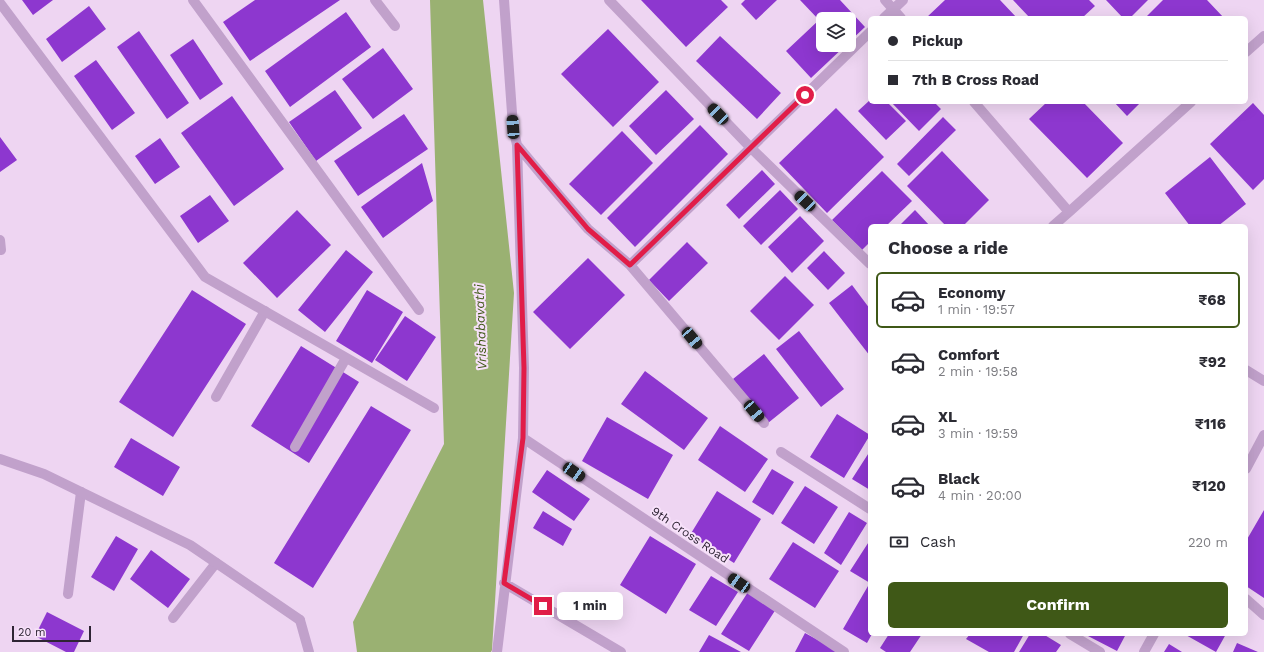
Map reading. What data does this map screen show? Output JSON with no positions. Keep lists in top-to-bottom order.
{
  "streets": {
    "street": ["9th Cross Road"]
  },
  "water": ["Vrishabavathi"],
  "scale_bar": "20 m",
  "page": {
    "banner": ["Pickup", "7th B Cross Road"],
    "heading": "Choose a ride",
    "list": [
      {
        "name": "Economy",
        "note": "1 min · 19:57",
        "value": "₹68"
      },
      {
        "name": "Comfort",
        "note": "2 min · 19:58",
        "value": "₹92"
      },
      {
        "name": "XL",
        "note": "3 min · 19:59",
        "value": "₹116"
      },
      {
        "name": "Black",
        "note": "4 min · 20:00",
        "value": "₹120"
      }
    ],
    "pay": ["Cash", "220 m"],
    "buttons": "Confirm",
    "bubble": "1 min",
    "scale": "20 m"
  }
}
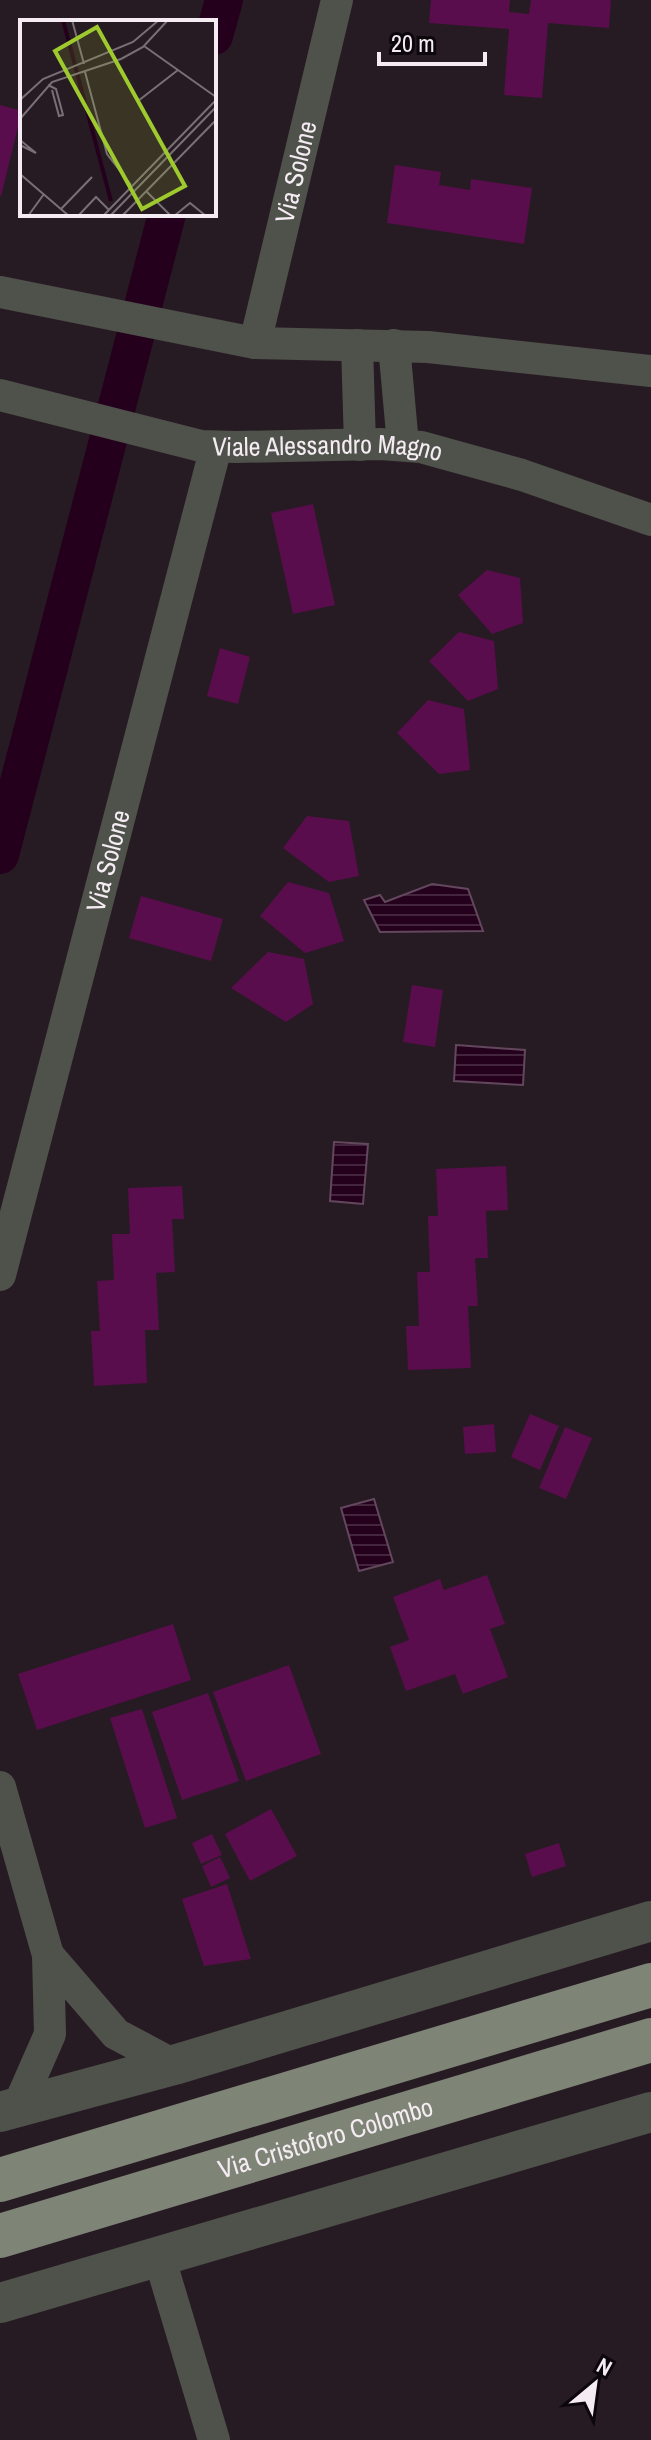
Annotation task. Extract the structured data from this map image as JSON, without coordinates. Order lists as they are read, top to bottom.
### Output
{
  "streets": {
    "main road": ["Via Cristoforo Colombo"],
    "street": ["Via Solone", "Viale Alessandro Magno"]
  },
  "crossings": [
    ["Via Solone", "Viale Alessandro Magno"]
  ],
  "scale_bar": "20 m",
  "north": "top right"
}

--- WHAT THE TASK ASKS ---
Since only the text is wanted, repeat all the records above exactly and omit the pictures.

--- OUTPUT OF THE EXERCISE ---
Map reading. What data does this map screen show? Output JSON with no positions. Keep lists in top-to-bottom order.
{
  "streets": {
    "street": ["9th Cross Road"]
  },
  "water": ["Vrishabavathi"],
  "scale_bar": "20 m",
  "page": {
    "banner": ["Pickup", "7th B Cross Road"],
    "heading": "Choose a ride",
    "list": [
      {
        "name": "Economy",
        "note": "1 min · 19:57",
        "value": "₹68"
      },
      {
        "name": "Comfort",
        "note": "2 min · 19:58",
        "value": "₹92"
      },
      {
        "name": "XL",
        "note": "3 min · 19:59",
        "value": "₹116"
      },
      {
        "name": "Black",
        "note": "4 min · 20:00",
        "value": "₹120"
      }
    ],
    "pay": ["Cash", "220 m"],
    "buttons": "Confirm",
    "bubble": "1 min",
    "scale": "20 m"
  }
}
Annotation task. Extract the structured data from this map image as JSON, without coordinates. Order lists as they are read, top to bottom.
### Output
{
  "streets": {
    "main road": ["Via Cristoforo Colombo"],
    "street": ["Via Solone", "Viale Alessandro Magno"]
  },
  "crossings": [
    ["Via Solone", "Viale Alessandro Magno"]
  ],
  "scale_bar": "20 m",
  "north": "top right"
}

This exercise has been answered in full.